China’s COVID-19-era border closures are stunting foreign-invested business growth in the world’s number 2 economy and testing Beijing’s quest for self-reliance, economists believe.
China’s pursuit of zero COVID-19 cases, rather than managing a steady caseload as many Western countries do, has kept foreign travelers out since March 2020, barred some long-term permit holders from returning and diverted marine shipping traffic.
Those barriers, which several media outlets anticipate will extend into 2022, have made foreign companies shrink their China presence, analysts say.
“Just in general they seem to be less open for any kind of cross-border activities, whether that’s domestic companies or foreign companies,” said Zennon Kapron, founder and director of the Shanghai-based financial industry research firm Kapronasia.
From factory managers to managing directors of overseas-invested companies, border restrictions mean China-based foreign nationals risk not being able to return after home leave, Kapron said. Some expatriates in those roles are skipping family events overseas, to remain in China, or moving out completely.
“A lot of expats are leaving China,” Ker Gibbs, president of the American Chamber of Commerce in Shanghai, said in a Facebook post November 18. “I'm one of them. COVID-related travel restrictions are part of the reason.”
Hardest hit are tech firms and other companies that are exploring the Chinese market, said Dexter Roberts, U.S.-based author of The Myth of Chinese Capitalism.
“I think those companies that really were focusing on the Chinese market, certainly foreign companies in like the knowledge services industries doing advertising, maybe trying to do commerce within China, really getting to know the Chinese consumer, I think those companies are probably harder to attract to come and live there because they’re not going to be able to leave for a long time,” Roberts said.
“And then I think also the Chinese government is less welcoming to a lot of different investors,” he said.
Financial sector investors and companies with “suppliers on the ground” should be able to withstand the border curbs, Roberts added. Other investors, he said, are figuring that China is “not what we thought before as a market” or “let’s pull out.”

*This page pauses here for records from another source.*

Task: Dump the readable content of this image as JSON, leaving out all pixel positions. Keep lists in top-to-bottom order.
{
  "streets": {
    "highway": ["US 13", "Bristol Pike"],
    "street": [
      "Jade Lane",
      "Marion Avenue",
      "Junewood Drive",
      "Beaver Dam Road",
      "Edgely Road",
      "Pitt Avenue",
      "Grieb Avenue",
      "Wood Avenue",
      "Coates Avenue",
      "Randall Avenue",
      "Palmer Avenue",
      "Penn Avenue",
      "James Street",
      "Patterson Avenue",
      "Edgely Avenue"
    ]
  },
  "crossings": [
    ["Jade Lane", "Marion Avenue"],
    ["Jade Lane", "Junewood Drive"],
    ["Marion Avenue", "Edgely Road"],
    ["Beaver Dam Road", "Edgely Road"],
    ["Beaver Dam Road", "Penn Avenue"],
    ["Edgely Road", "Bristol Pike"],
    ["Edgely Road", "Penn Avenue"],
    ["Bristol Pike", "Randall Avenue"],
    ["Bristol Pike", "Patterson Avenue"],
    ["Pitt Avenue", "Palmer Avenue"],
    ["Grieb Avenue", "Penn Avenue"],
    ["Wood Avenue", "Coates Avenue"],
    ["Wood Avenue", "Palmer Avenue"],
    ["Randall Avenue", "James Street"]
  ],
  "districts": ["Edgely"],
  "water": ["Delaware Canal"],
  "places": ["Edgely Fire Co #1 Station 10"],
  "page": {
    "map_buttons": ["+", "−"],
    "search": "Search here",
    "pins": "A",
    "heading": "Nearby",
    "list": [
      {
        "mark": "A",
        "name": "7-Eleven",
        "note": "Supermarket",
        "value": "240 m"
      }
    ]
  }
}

COVID-19 Regulations by the numbers
In an omen for Chinese nationals leaving on business, the number of new and renewed Chinese passports fell more than 95% in the first half 2021 over the same period in 2019, the investment bank Jeffries said this month.
Shipments to and from China, known as the world’s factory for its $4.84 trillion manufacturing sector, sometimes get delayed when China closes a port to control a COVID-19 outbreak, said Song Seng Wun, an economist in the private banking unit of Malaysian bank CIMB. Detours to other ports add costs and disrupt supply chains, he said.
“For all of us in trade, whether you’re talking about a material, whether you’re talking about the construction industry, the nuts and bolts, all the way down to just foodstuff, it’s a case of which port do you ship out from becomes also a cat and mouse sometimes, so businesses essentially plan around it. Port A, port B, port C, worst case, if we have to ship out from Hong Kong, we will,” Song said.
A possible, partial reopening of the mainland China-Hong Kong border would become a “key growth driver” next year for Hong Kong banks because of their China exposure, bond ratings service Fitch said in a statement Friday.
Beijing’s state-run China Daily news website defended the Chinese “zero-COVID-19 approach” on November 9 and called the disease “largely under control.” Mainland China has reported no deaths since January, China Daily says.
“There is no doubt that, like any other place in the world, strict containment measures do affect people's lives and local businesses to some extent,” the report says. “However, it's simply not right to question China's efforts to eliminate the virus.”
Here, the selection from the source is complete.